Who is Erin Ryan Heyneman?
Greetings, friends. I'm Erin Ryan Heyneman (she/her). I left my career as an educator when, at 35 years old, I became disabled by a catastrophic Multiple Sclerosis Flare that left an apple watch face-sized a hole my brain. Acquiring a motor and cognitive disability shifted just about everything in my life: my priorities, my role as a mom, my relationships; even the clothes I wear and the food I eat changed dramatically. I write about what it's like to be a disabled cis white woman in the United States, where everything from city planning to media, news, and pop culture, and art have not yet moved beyond “the Americans With Disabilities Act (ADA) fixed everything.” The ADA did not change everything. It has become a law so easy to circumvent that it is enforced largely by lawsuits from people with disabilities who have been harmed. More content like this is in store!
What’s With the Title?
I chose Rising and Gliding as the title for this project because I have always loved a particular line from Walt Whitman's "When I Heard the Learn'd Astronomer." In the poem, the speaker attends a public lecture on astronomy to hear of the "facts and figures," of the universe. By the second stanza, they are bored by stuffy academia. Whitman writes,
"How soon unaccountable I became tired and sickTill rising and gliding out I wander’d off by myself,"

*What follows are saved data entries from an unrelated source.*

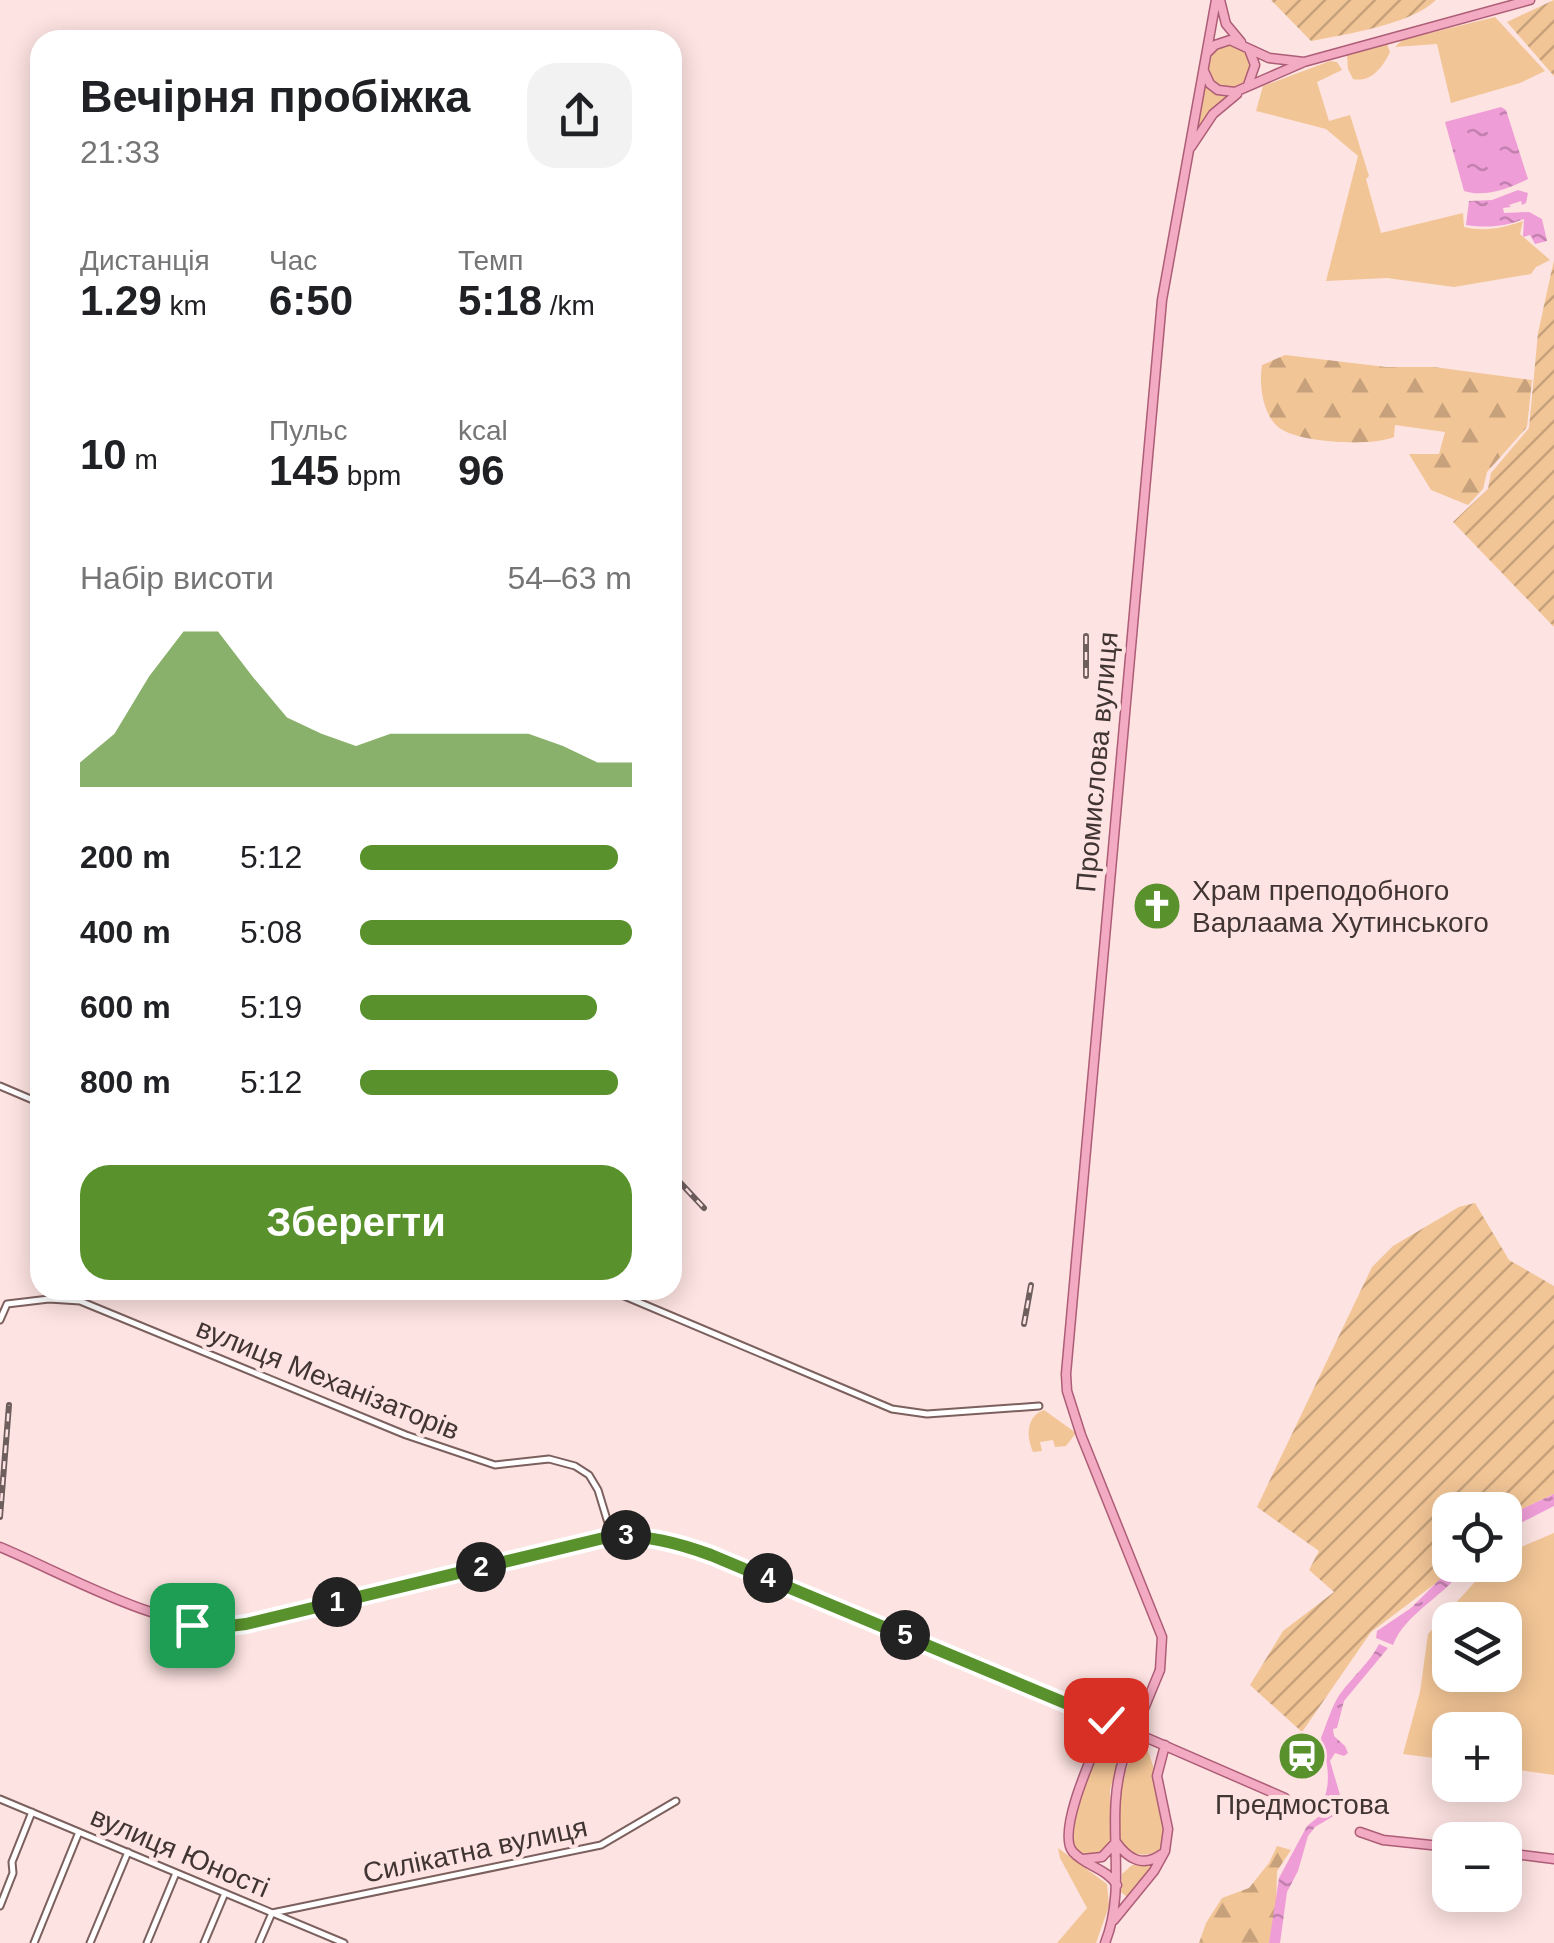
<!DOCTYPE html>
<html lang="uk">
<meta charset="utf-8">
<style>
:root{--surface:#fff;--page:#f2f2f2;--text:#202124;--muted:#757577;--accent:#59912d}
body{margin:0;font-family:Arial,sans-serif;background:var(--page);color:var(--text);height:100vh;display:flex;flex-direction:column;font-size:38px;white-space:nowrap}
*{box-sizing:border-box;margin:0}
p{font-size:32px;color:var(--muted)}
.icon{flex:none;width:55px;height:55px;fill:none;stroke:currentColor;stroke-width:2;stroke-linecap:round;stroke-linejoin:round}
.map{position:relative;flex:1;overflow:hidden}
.panel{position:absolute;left:30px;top:30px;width:652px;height:1270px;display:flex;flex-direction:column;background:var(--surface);border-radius:30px;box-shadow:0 5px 25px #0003}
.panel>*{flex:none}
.fabs{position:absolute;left:1432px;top:1492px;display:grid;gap:20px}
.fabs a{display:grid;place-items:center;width:90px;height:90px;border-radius:20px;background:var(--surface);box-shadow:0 5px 25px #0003;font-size:50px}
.pin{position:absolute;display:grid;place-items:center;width:85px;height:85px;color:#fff;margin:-42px;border-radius:20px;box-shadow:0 5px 15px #0006}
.km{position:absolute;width:50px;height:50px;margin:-25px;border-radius:50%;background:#222;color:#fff;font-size:28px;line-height:50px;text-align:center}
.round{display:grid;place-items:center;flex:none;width:105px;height:105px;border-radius:30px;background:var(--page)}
.summary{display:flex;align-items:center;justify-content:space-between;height:170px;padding:0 50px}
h1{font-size:45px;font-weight:800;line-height:75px}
.figures{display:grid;grid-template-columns:repeat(3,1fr);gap:15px;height:170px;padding:10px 50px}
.figures div{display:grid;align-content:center}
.figures b{font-size:42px;font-weight:800}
.figures small{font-size:28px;font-weight:400}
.figures p{font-size:28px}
.chart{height:280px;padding:20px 50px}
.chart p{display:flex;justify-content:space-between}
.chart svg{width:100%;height:180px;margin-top:10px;fill:var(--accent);opacity:.7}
.action{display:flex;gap:20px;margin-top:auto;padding:20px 50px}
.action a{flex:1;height:115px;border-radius:30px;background:var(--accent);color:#fff;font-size:40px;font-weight:800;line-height:115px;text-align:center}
ul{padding:0 50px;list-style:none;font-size:32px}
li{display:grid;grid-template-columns:160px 120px 1fr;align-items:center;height:75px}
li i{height:25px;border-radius:12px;background:var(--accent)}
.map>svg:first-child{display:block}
.grass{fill:#f2c596;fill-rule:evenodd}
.forest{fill:url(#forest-firs)}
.garden{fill:url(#garden-furrows)}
.water{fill:url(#water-ripples)}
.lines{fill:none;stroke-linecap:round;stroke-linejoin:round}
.minor-casing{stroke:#7c605e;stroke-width:9}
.major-casing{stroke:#ae5d77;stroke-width:11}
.minor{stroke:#fff;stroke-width:5}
.major{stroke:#f2abc3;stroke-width:8}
.rail-casing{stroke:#6e5e5d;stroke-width:6}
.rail{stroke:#fde3e1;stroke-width:2.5;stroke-dasharray:8;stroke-linecap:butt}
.major-bridge-casing{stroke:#ae5d77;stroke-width:11;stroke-linecap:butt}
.major-bridge{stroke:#f2abc3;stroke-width:8}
.route-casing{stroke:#fff;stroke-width:20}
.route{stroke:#59912d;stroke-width:12}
.labels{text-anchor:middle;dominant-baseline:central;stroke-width:8;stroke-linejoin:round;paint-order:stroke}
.street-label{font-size:28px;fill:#413534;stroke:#fde3e1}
.poi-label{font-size:28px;fill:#413534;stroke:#fde3e1;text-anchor:start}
</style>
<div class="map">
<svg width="1554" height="1943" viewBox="0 0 1554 1943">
<defs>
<pattern id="forest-firs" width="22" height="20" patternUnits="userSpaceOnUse" patternTransform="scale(2.5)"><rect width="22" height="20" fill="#f2c596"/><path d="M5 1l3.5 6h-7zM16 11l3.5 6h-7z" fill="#c6a17b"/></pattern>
<pattern id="garden-furrows" width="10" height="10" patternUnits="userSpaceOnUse" patternTransform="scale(2.5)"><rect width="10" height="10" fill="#f2c596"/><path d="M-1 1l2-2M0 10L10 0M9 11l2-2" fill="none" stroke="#c6a17b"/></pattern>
<pattern id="water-ripples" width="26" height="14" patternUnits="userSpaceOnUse" patternTransform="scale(2.5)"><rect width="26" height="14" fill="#ef9dd7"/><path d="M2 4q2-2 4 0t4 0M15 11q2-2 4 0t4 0" fill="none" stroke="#c381af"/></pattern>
</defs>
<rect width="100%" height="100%" fill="#fde3e1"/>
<path class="grass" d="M1495 17 1545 71 1520 83 1451 103 1437 44 1395 47 1402 40Z
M1387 44 1390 52C1383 67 1371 83 1353 79L1348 69 1347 55Z
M1207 67a22 22 0 1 1 44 0a22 22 0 1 1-44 0Z
M1330 61 1337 62 1342 70 1317 82 1329 121 1350 115 1369 176 1366 179 1381 233 1463 213 1464 227C1485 232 1503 228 1523 221L1520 234 1550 260 1536 267 1531 274 1454 287 1387 278 1326 281 1358 156 1326 129 1256 111 1263 86Z
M1203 78 1211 91 1228 96 1205 118 1193 137Z
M1044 1410 1076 1433 1066 1446 1055 1447 1053 1440 1040 1442 1042 1451 1033 1452C1026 1437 1026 1416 1044 1410Z
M1554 1533V1775L1505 1768V1730H1450V1760L1403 1754 1420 1692 1428 1634 1490 1565H1505V1554ZM1450 1620H1505V1675H1450Z
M1116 1732 1127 1733 1110 1790 1111 1842 1103 1854 1086 1856 1073 1851 1068 1833 1072 1815 1102 1741Z
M1139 1737C1155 1749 1166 1825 1164 1846 1156 1853 1146 1857 1135 1853 1098 1838 1128 1761 1139 1737Z
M1058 1848 1107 1884 1109 1906 1096 1943H1057L1087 1908 1060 1858Z
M1132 1865H1153L1127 1897 1121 1892 1122 1874Z"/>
<path class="forest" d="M1285 355 1386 367H1434L1532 380 1527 427 1487 472 1483 489 1468 505 1431 490 1409 454H1439L1445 432 1395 425 1394 437C1372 447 1294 443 1277 426 1262 412 1259 383 1262 365Z
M1277 1846 1291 1850 1277 1871 1276 1909 1269 1943H1199L1206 1923 1222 1898 1249 1888 1269 1863Z"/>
<path class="garden" d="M1271 0H1436C1410 25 1346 34 1311 41Z
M1554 0V76L1507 22Z
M1554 260V627L1453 522 1488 489 1491 473 1529 428 1538 333Z
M1475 1203 1509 1260 1554 1286V1494L1505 1517V1510H1450V1565H1454L1448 1574 1371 1632 1302 1732 1250 1685 1283 1631 1334 1592 1309 1570 1319 1551 1257 1507 1372 1267 1393 1246 1459 1207Z"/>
<path class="water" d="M1501 107 1506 110 1528 179C1509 188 1485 198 1464 191L1445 122Z
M1518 190 1528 193 1526 203 1522 205 1521 201 1509 205 1511 207 1503 208 1504 213 1529 212 1542 219 1547 241 1535 244 1530 235 1523 237 1524 219C1504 227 1487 228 1466 225L1469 201 1492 200Z
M1554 1494V1506L1505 1531V1517Z
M1454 1565H1466C1447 1595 1405 1613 1393 1645L1376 1638 1377 1631 1411 1608Z
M1379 1644 1388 1648 1344 1701 1337 1728 1333 1729 1334 1736 1345 1746 1348 1753 1344 1756 1335 1753 1330 1761 1343 1805 1342 1811 1315 1827 1308 1836 1298 1871 1287 1892 1280 1943H1269L1279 1878 1307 1826 1328 1809 1324 1799C1332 1778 1326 1758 1321 1738 1327 1724 1331 1707 1340 1694 1353 1676 1369 1664 1379 1644Z"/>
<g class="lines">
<g class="minor-casing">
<path id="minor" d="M0 1086 40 1103
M610 1290 892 1409 927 1414 1039 1406
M0 1320 7 1304 49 1299 80 1301 406 1435 495 1465 549 1459 575 1466 589 1475 598 1490 612 1536
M0 1799 344 1943
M0 1906 13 1873 12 1862 32 1812
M34 1943 79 1832
M90 1943 128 1852
M147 1943 176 1873
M204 1943 225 1893
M259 1943 272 1913 601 1845 676 1801"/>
</g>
<g class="major-casing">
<path id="major" d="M1220 0 1226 24 1241 42
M1207 53 1215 45 1230 40 1269 58 1304 62
M1204 71 1210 84 1218 90 1235 92 1304 62 1530 0
M1248 85 1255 65 1250 52
M1191 147 1213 114 1237 94
M0 1547C70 1576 170 1636 246 1625L612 1536 656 1538 711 1555 1092 1714 1285 1798
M1160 1670 1162 1637 1081 1435 1067 1391 1066 1374 1162 300 1216 0
M1107 1720C1097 1745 1055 1832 1073 1852 1087 1867 1106 1868 1117 1885
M1360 1832 1383 1840 1450 1847
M1116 1842C1128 1859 1143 1868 1162 1854
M1505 1853 1554 1859
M1083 1859 1102 1857 1116 1842
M1114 1920 1154 1871 1165 1851 1168 1829 1157 1776 1165 1745
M1105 1943C1129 1883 1103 1818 1124 1757"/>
</g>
<use href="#minor" class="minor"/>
<use href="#major" class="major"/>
<g class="rail-casing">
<path id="rail" d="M1086 636V676
M675 1177 704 1208
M1024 1324 1031 1285
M0 1517 9 1405"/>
</g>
<use href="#rail" class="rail"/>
<g class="major-bridge-casing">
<path id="major-bridge" d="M1124 1757 1160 1670"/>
</g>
<use href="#major-bridge" class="major-bridge"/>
</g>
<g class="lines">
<g class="route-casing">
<path id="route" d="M192 1625 212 1628 246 1624 612 1536C647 1535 678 1543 711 1555L1106 1720"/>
</g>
<use href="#route" class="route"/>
</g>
<defs>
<g id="church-disc" transform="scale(2.5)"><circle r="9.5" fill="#59912d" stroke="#fde3e1"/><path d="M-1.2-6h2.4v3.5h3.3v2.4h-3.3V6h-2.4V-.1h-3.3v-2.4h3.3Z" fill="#fff"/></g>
<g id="station-disc" transform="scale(2.5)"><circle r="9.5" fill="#59912d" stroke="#fde3e1"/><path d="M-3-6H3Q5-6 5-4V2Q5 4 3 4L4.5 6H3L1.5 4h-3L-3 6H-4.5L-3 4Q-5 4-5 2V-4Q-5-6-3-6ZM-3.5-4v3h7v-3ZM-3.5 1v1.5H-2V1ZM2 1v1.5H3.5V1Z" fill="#fff"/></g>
</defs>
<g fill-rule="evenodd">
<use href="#church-disc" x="1157" y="906"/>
<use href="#station-disc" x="1302" y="1756"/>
</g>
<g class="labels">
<g class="street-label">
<text transform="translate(1097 762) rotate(-85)">Промислова вулиця</text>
<text transform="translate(328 1379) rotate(22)">вулиця Механізаторів</text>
<text transform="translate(475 1850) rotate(-12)">Силікатна вулиця</text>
<text transform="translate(180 1852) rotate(23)">вулиця Юності</text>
</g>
<g class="poi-label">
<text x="1192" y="890">Храм преподобного<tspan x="1192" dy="32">Варлаама Хутинського</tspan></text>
<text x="1302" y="1804" text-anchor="middle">Предмостова</text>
</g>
</g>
</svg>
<div class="fabs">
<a><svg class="icon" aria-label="locate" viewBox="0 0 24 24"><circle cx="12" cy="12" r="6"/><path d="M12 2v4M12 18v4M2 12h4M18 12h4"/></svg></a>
<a><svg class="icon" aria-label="layers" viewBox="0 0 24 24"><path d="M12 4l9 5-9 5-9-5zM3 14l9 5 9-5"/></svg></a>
<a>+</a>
<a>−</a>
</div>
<div class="pin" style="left:192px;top:1625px;background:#1e9e55"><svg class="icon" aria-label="arrive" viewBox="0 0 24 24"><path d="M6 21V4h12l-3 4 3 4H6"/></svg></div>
<div class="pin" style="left:1106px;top:1720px;background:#d93025"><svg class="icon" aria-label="check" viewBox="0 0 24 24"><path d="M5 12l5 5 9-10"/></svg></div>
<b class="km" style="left:337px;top:1602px">1</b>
<b class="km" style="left:481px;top:1567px">2</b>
<b class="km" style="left:626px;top:1535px">3</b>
<b class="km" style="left:768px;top:1578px">4</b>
<b class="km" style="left:905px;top:1635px">5</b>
<section class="panel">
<div class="summary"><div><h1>Вечірня пробіжка</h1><p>21:33</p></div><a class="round"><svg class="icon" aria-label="share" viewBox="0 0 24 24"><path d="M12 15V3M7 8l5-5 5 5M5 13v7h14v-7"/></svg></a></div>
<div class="figures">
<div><p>Дистанція</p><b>1.29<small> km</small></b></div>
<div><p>Час</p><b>6:50</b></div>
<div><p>Темп</p><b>5:18<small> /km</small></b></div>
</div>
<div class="figures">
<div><b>10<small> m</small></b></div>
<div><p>Пульс</p><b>145<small> bpm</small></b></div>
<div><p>kcal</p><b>96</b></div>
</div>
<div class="chart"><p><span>Набір висоти</span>54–63 m</p>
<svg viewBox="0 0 160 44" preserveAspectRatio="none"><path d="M0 44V38L10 31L20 17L30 6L40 6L50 17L60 27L70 31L80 34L90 31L100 31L110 31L120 31L130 31L140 34L150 38L160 38V44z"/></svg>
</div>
<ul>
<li><b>200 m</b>5:12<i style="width:95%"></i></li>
<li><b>400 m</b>5:08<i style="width:100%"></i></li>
<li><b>600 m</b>5:19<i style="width:87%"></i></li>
<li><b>800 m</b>5:12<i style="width:95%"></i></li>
</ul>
<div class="action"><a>Зберегти</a></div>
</section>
</div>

When we analyzed this poem in my English class, I'd ask my students how a person might "glide" and we'd have fun trying to reenact an easy, laid back stroll. Back then, I never thought about how a wheelchair or rollator glides. Or "how soon unaccountable," (out of nowhere) I might find myself tired and sick from the effects of Multiple Sclerosis. Or how, after my disabling event, I would become lonely and "by myself" a good amount of the time. Still, I find the internal rhyme of the "i" and "ing" sounds to be gentle and surprising to the reader.
I try to imagine myself rising and gliding in a life that is not at all like what I'd planned. Like the lines, I hope to be gentle and open to the surprises of what comes next.